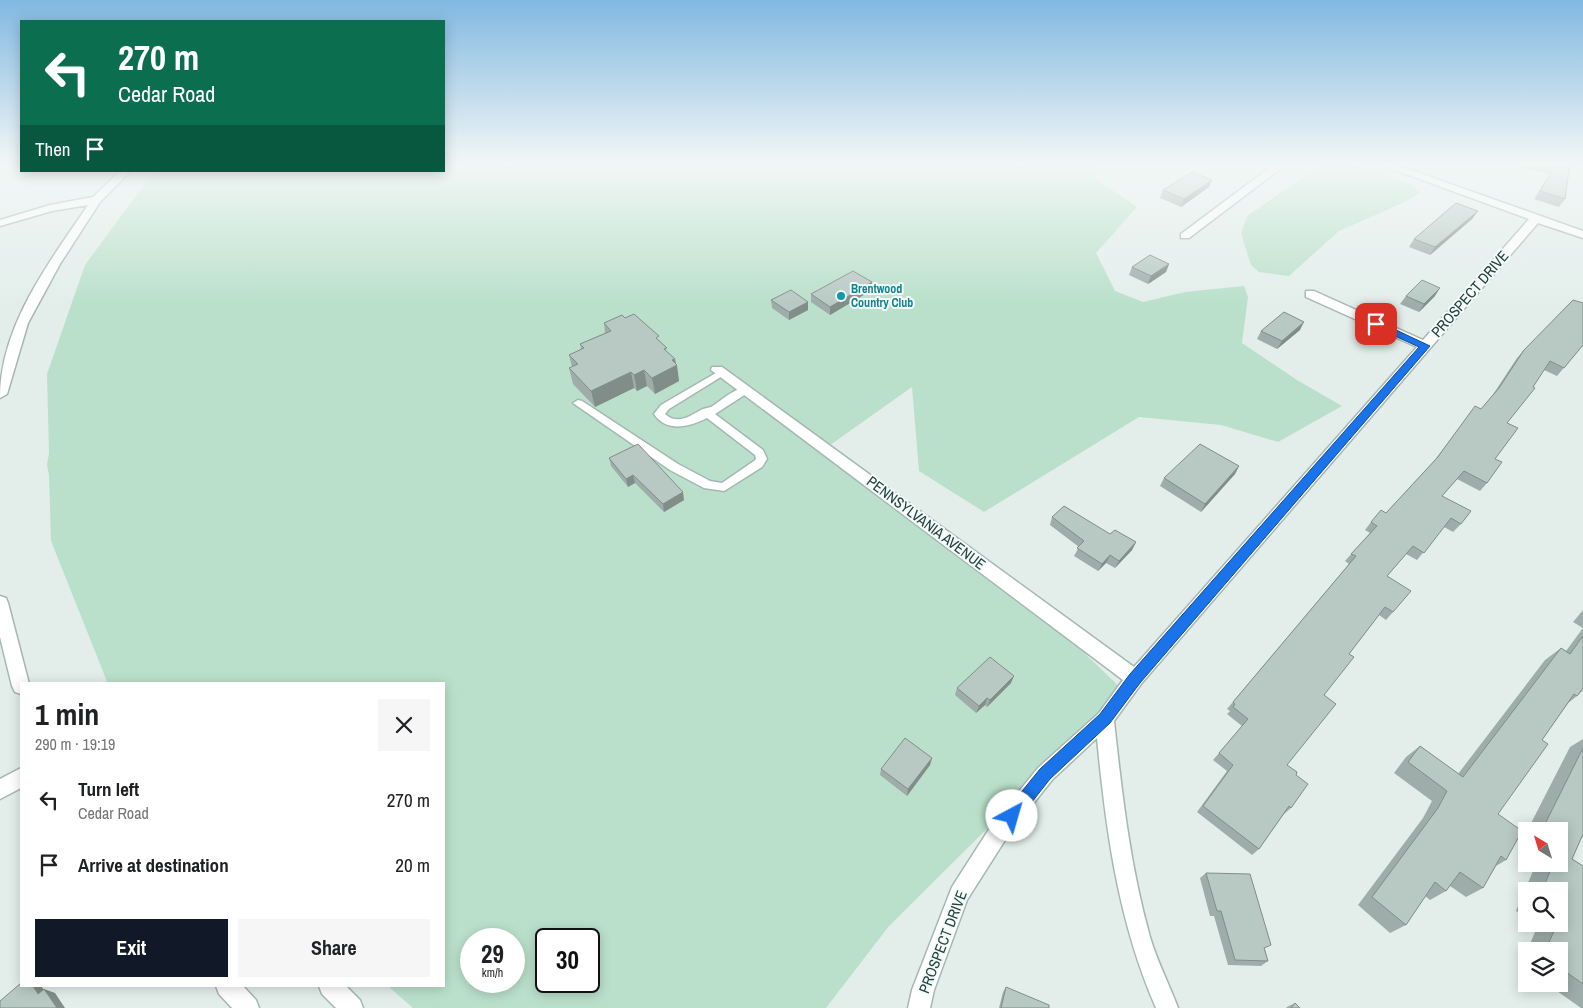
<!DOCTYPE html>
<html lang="en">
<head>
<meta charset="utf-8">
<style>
  :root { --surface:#fff; --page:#f6f6f6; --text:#202124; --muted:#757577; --accent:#111827 }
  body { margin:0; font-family:"Archivo Narrow",sans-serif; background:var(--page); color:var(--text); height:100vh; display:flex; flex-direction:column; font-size:19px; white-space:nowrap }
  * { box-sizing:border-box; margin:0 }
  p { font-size:16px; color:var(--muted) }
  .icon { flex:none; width:28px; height:28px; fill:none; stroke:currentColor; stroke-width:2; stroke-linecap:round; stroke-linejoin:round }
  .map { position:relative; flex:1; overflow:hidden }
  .side { position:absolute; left:20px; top:682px; width:425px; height:305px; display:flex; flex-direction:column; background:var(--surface); border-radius:0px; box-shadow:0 2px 12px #0003 }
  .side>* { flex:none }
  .hud { position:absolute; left:20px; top:20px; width:425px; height:152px; border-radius:0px; box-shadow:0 2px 12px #0003; background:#0b6e4f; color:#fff; overflow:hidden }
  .needle { width:32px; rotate:322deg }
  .tools { position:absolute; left:1518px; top:822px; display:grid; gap:10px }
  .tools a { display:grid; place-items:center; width:50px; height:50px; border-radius:0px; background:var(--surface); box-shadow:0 2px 12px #0003; font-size:25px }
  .speed { position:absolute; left:460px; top:928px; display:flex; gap:10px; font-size:25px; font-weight:700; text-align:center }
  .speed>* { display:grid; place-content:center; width:65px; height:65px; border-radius:50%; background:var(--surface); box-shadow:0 2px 12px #0003; line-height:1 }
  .speed small { font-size:12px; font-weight:400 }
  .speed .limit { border:2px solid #111; border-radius:8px; background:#fff; color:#111 }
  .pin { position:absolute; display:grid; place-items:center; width:42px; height:42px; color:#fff; margin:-21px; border-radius:10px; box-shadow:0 2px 8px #0006 }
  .me { position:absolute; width:55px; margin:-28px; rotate:39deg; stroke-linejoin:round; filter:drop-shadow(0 0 4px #0008) }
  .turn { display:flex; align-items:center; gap:18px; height:105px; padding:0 15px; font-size:22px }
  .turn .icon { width:65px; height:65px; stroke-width:2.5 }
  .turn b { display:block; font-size:35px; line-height:42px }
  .then { display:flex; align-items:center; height:48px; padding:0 15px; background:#0003; gap:10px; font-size:19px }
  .round { display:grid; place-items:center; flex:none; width:52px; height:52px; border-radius:0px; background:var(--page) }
  .headline { display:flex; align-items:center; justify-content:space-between; height:85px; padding:0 15px }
  h1 { font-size:30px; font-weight:700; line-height:38px }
  .primary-button { display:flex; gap:10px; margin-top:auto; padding:10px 15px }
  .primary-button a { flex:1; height:58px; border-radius:0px; background:var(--accent); color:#fff; font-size:20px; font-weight:700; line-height:58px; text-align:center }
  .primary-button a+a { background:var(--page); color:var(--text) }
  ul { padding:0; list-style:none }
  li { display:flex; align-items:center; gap:15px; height:65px; padding:0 15px }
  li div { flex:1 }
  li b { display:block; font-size:19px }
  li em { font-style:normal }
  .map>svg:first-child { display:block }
  .green { fill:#bae0cb; fill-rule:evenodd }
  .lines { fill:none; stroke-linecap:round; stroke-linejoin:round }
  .service-casing { stroke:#a5b7b3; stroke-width:3 }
  .minor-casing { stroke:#a5b7b3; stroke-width:3 }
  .service { fill:#fff; fill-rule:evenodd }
  .minor { fill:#fff; fill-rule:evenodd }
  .wall { fill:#9eada9 }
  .shaded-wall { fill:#818d89 }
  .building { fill:#b8c9c4; stroke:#818d89 }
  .route { fill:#1a73e8; stroke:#114b97 }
  .culture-dot { fill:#0f9aa8; stroke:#f4faf8; stroke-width:2 }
  .labels { text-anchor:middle; stroke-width:4; stroke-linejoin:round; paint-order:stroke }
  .far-culture-label { font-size:12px; font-weight:bold; fill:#0d838f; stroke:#f4faf8; text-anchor:start }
  .street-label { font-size:15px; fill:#21413d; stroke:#f4faf8 }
</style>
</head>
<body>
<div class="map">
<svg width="1583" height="1008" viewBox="0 0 1583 1008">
  <rect width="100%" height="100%" fill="#e3eeeb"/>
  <!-- green -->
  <path class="green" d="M444,163H1099L1096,179L1137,207L1096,253L1115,291L1143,302L1185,292L1244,286L1248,297L1242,343L1297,380L1342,406L1278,442L1221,425L1139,417L984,512L919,471L912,387L826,448L1026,597L1125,692L889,926L826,1008H413L388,986H444V684H108L51,541L49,475L47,465L49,453L47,374L85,265L154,171H444ZM471,939H514V981H471ZM546,939H589V981H546Z
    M1324,163H1354L1410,184L1420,193L1403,203L1339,231L1289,276L1259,272L1251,265L1241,234L1247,216Z"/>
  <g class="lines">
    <defs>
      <path id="service" d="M721,370L726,373L724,375L669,409L665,414C678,426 691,415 703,409C706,408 708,408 711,407C721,401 737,385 749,388L750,390L749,392L715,414L763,450L767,459L762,467L724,491L704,488L670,470L573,403L578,400L582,401L678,464L710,481L722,483L754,461L756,459L755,455L707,418C689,427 667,433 654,414L661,405Z"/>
      <path id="minor" d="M1276,163H1288L1189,238H1181V234Z
        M1376,163H1391L1583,231V238L1538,223L1141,684L1114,721C1122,794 1130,866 1150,937C1157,961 1169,984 1178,1008H1156C1118,921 1106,831 1097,738L1052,780L1007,837L967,900L934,990L930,1008H908L912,990L952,887L993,823L1038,768L1099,713L1123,680L711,370L712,367H722L1134,667L1417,347L1306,297V291H1314L1423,340L1529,219Z
        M120,171H131L100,202L60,264L28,323L7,394L0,398C0,326 49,263 88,205L52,211L0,226V220L50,205L93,197Z
        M0,596L6,598L8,603L29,684H21V694L15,692L12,686L0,637Z
        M21,768V788L0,799V779Z
        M216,986H243L256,1000L259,1008H232L219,994Z
        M319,986H346L360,1000L363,1008H336L322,994Z"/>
    </defs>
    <!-- service casing -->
    <use href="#service" class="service-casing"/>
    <!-- minor casing -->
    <use href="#minor" class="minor-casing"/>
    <!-- service -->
    <use href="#service" class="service"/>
    <!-- minor -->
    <use href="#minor" class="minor"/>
  </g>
  <!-- wall -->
  <path class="wall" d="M1520,163H1570L1565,199L1559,207L1534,199L1550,174L1518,166Z
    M1212,180L1209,187L1181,207L1160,198L1163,190Z
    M1478,211L1472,219L1430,255L1409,247L1414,239Z
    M1169,264L1166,272L1148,284L1129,275L1132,267Z
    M872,282V290L830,315L811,302V294Z
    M1406,296H1435L1419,312L1400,304Z
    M771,300L808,302V310L789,320L772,308Z
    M625,318L660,341L667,352L675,359L679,381L655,394L647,386L637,391L634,388L595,407L573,384L569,368L572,367L569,355L581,349L580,344L605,333L604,323Z
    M1300,330L1277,349L1257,339L1261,331Z
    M1583,345L1557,376L1544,370L1507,423L1487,483L1480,491L1457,479L1442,496L1461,524L1453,532L1444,527L1417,560L1406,554L1387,576L1393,612L1386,620L1379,615L1349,654L1324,695L1287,765L1296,775L1291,808L1284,814L1259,849L1252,855L1197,812L1227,771L1213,760L1242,726L1227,714L1230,711L1227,709L1349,564L1345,561L1370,533L1365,530L1371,522L1386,513L1434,461L1469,415L1481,409L1492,396L1517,358L1524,350Z
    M609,458L684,500L664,512L635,483L628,487L611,466Z
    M1239,466L1235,474L1201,512L1160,486L1164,478Z
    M1052,517L1110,534L1136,542L1132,550L1115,568L1106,563L1098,571L1074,556L1079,547L1050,525Z
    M1583,610V690L1577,696L1568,703L1542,740L1498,814L1506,860L1496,866L1483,888L1466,897L1450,886L1446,891L1430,900L1425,896L1406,925L1390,933L1358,905L1423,818L1432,801L1394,773L1406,757L1420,746L1458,774L1545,660L1561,648L1566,651L1583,628L1573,622Z
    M1011,683L987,707L985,705L976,713L955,695L957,688Z
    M1583,739V838L1582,837L1572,859L1583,866V1008H1581L1547,984H1559V951H1527L1538,925L1536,924H1559V891H1526V917L1516,911L1536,864H1559V831H1527L1570,747Z
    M932,758L930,765L907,796L880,775L881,769Z
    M1206,873L1265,949L1268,961L1261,966L1228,965L1214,916H1210L1200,878Z
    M1006,987L1049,1008H999L1003,992Z
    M1295,1003L1300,1008H1286L1287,1007Z"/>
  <!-- shaded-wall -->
  <path class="shaded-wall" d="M1212,180L1209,187L1181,207L1184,199Z
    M1478,211L1472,219L1430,255L1435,247Z
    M1169,264L1166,272L1148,284L1151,276Z
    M872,282V290L830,315V307Z
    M1440,288L1435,296L1419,312L1424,304Z
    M808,302V310L789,320V312Z
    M1304,322L1300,330L1277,349L1282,341Z
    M675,359L676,366L677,365L679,381L655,394L652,378L672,360Z
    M644,370L647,386L637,391L634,375Z
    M631,372L634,388L595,407L591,391Z
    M1239,466L1235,474L1201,512L1205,504Z
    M633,475L635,483L628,487L626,479Z
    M683,492L684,500L664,512L663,504Z
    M1136,542L1132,550L1115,568L1119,561Z
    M1110,555L1106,563L1098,571L1102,564Z
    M1014,676L1011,683L987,707L990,700Z
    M987,698L985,705L976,713L979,706Z
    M932,758L930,765L907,796L908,789Z
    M33,986H41L49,997L38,994Z
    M44,989L55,993L65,1008H57Z"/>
  <!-- building -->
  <path class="building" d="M1544,163H1570L1565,199L1540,191L1555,166Z
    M1192,172L1212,180L1184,199L1163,190Z
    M1456,203L1478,211L1435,247L1414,239Z
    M1150,255L1169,264L1151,276L1132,267Z
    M853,271L872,282L830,307L811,294Z
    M1422,280L1440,288L1424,304L1406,296Z
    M791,290L808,302L789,312L771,300Z
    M1573,300L1583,303V345L1564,368L1550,361L1533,387L1535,388L1507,423L1518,428L1495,459L1502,462L1487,483L1464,471L1442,496L1471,511L1461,524L1451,518L1424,553L1413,546L1387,576L1411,591L1393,612L1385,607L1349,654L1354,657L1324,695L1336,704L1287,765L1297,772L1296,775L1308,784L1291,808L1289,806L1259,849L1203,806L1233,765L1219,753L1248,719L1233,707L1235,704L1233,702L1356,556L1351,554L1377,526L1371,522L1381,510L1386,513L1437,458L1475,406L1481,409L1499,388L1524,350Z
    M1284,312L1304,322L1282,341L1261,331Z
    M634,314L659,336L656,338L667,348L664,349L675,359L672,360L677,365L652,378L644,370L634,375L631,372L591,391L569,368L578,364L569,355L584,348L580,344L611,331L604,323L622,315L625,318Z
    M638,444L683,492L663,504L633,475L626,479L609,458Z
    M1200,444L1239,466L1205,504L1164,478Z
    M1064,506L1110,534L1115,530L1136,542L1119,561L1110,555L1102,564L1077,548L1084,541L1052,517Z
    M1583,636V688L1577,696L1574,694L1542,740L1548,744L1498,814L1522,831L1506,860L1501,856L1483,888L1460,872L1446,891L1435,882L1406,925L1372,897L1438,808L1447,791L1408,762L1420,746L1463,777L1561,648L1570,654Z
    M990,657L1014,676L990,700L987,698L979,706L957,688Z
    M905,738L932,758L908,789L881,769Z
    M1583,748V834L1572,859L1583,866V984L1559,967L1562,957L1559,955V951H1553L1547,947L1557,924H1559V919L1560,915L1559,914V891H1542L1553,864H1559V849L1564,836L1559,833V831H1556L1545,824Z
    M1206,873L1250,874L1271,945L1264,948L1268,961L1235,960L1221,911H1217Z
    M21,983V986H33L38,994L44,989L57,1008H0V1001Z
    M1006,987L1049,1005V1008H1001Z
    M1295,1003L1300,1008H1291Z"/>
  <!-- sky -->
  <linearGradient id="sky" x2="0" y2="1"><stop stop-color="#81b8e1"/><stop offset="0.54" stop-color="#f2f7f6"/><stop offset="1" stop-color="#f2f7f6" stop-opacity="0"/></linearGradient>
  <rect width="1583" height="304" fill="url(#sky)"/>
  <!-- route -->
  <path class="route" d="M1373,322H1379L1430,346L1140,683L1110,723L1050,779L1017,821L1012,823L1006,821L1004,816L1006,811L1040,769L1100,714L1130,674L1419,347L1373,326Z"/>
  <!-- markers -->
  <circle class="culture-dot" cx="841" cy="296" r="5"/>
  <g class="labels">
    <!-- far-culture labels -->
    <g class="far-culture-label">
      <text x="851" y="293">Brentwood<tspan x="851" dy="14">Country Club</tspan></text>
    </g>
    <!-- street labels -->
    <g class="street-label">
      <text transform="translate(1470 294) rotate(-49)" y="5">PROSPECT DRIVE</text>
      <text transform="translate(926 523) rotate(37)" y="5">PENNSYLVANIA AVENUE</text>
      <text transform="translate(943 942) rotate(-69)" y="5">PROSPECT DRIVE</text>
    </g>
  </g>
</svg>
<div class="tools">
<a><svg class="needle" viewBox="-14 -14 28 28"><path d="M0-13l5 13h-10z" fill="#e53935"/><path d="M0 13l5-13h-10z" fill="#757577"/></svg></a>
<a><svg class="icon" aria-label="search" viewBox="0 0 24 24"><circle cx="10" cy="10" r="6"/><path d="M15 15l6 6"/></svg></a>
<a><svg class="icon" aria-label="layers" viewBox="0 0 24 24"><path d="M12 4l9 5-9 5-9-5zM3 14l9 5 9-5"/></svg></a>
</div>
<div class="speed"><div>29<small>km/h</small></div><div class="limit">30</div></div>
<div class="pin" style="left:1376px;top:324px;background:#d93025"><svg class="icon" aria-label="arrive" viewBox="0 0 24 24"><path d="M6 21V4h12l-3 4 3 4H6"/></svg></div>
<svg class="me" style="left:1012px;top:816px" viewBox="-20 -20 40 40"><circle r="19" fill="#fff"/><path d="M0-13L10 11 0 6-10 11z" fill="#1a73e8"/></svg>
<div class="hud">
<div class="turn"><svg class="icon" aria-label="left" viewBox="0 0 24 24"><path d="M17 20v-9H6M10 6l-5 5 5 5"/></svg><div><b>270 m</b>Cedar Road</div></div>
<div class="then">Then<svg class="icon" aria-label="arrive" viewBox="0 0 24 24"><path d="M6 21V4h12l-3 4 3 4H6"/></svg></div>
</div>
<section class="side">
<div class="headline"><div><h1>1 min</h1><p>290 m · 19:19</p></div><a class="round"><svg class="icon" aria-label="close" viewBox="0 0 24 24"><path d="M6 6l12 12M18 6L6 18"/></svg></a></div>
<ul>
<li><svg class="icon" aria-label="left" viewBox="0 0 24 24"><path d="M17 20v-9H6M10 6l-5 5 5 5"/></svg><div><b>Turn left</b><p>Cedar Road</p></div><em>270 m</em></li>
<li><svg class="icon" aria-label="arrive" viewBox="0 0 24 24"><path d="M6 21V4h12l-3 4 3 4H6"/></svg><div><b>Arrive at destination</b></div><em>20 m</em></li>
</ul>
<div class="primary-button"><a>Exit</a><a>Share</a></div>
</section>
</div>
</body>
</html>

════

[TASK OBJECTIVE]
Look above for the line holding "background:var(--page); color:var(--text); height:100vh;" and the line holding "display:flex; align-items:center; gap:18px;". Retype both, and every line between them, word for word and nothing else.

[TASK OUTPUT]
  body { margin:0; font-family:"Archivo Narrow",sans-serif; background:var(--page); color:var(--text); height:100vh; display:flex; flex-direction:column; font-size:19px; white-space:nowrap }
  * { box-sizing:border-box; margin:0 }
  p { font-size:16px; color:var(--muted) }
  .icon { flex:none; width:28px; height:28px; fill:none; stroke:currentColor; stroke-width:2; stroke-linecap:round; stroke-linejoin:round }
  .map { position:relative; flex:1; overflow:hidden }
  .side { position:absolute; left:20px; top:682px; width:425px; height:305px; display:flex; flex-direction:column; background:var(--surface); border-radius:0px; box-shadow:0 2px 12px #0003 }
  .side>* { flex:none }
  .hud { position:absolute; left:20px; top:20px; width:425px; height:152px; border-radius:0px; box-shadow:0 2px 12px #0003; background:#0b6e4f; color:#fff; overflow:hidden }
  .needle { width:32px; rotate:322deg }
  .tools { position:absolute; left:1518px; top:822px; display:grid; gap:10px }
  .tools a { display:grid; place-items:center; width:50px; height:50px; border-radius:0px; background:var(--surface); box-shadow:0 2px 12px #0003; font-size:25px }
  .speed { position:absolute; left:460px; top:928px; display:flex; gap:10px; font-size:25px; font-weight:700; text-align:center }
  .speed>* { display:grid; place-content:center; width:65px; height:65px; border-radius:50%; background:var(--surface); box-shadow:0 2px 12px #0003; line-height:1 }
  .speed small { font-size:12px; font-weight:400 }
  .speed .limit { border:2px solid #111; border-radius:8px; background:#fff; color:#111 }
  .pin { position:absolute; display:grid; place-items:center; width:42px; height:42px; color:#fff; margin:-21px; border-radius:10px; box-shadow:0 2px 8px #0006 }
  .me { position:absolute; width:55px; margin:-28px; rotate:39deg; stroke-linejoin:round; filter:drop-shadow(0 0 4px #0008) }
  .turn { display:flex; align-items:center; gap:18px; height:105px; padding:0 15px; font-size:22px }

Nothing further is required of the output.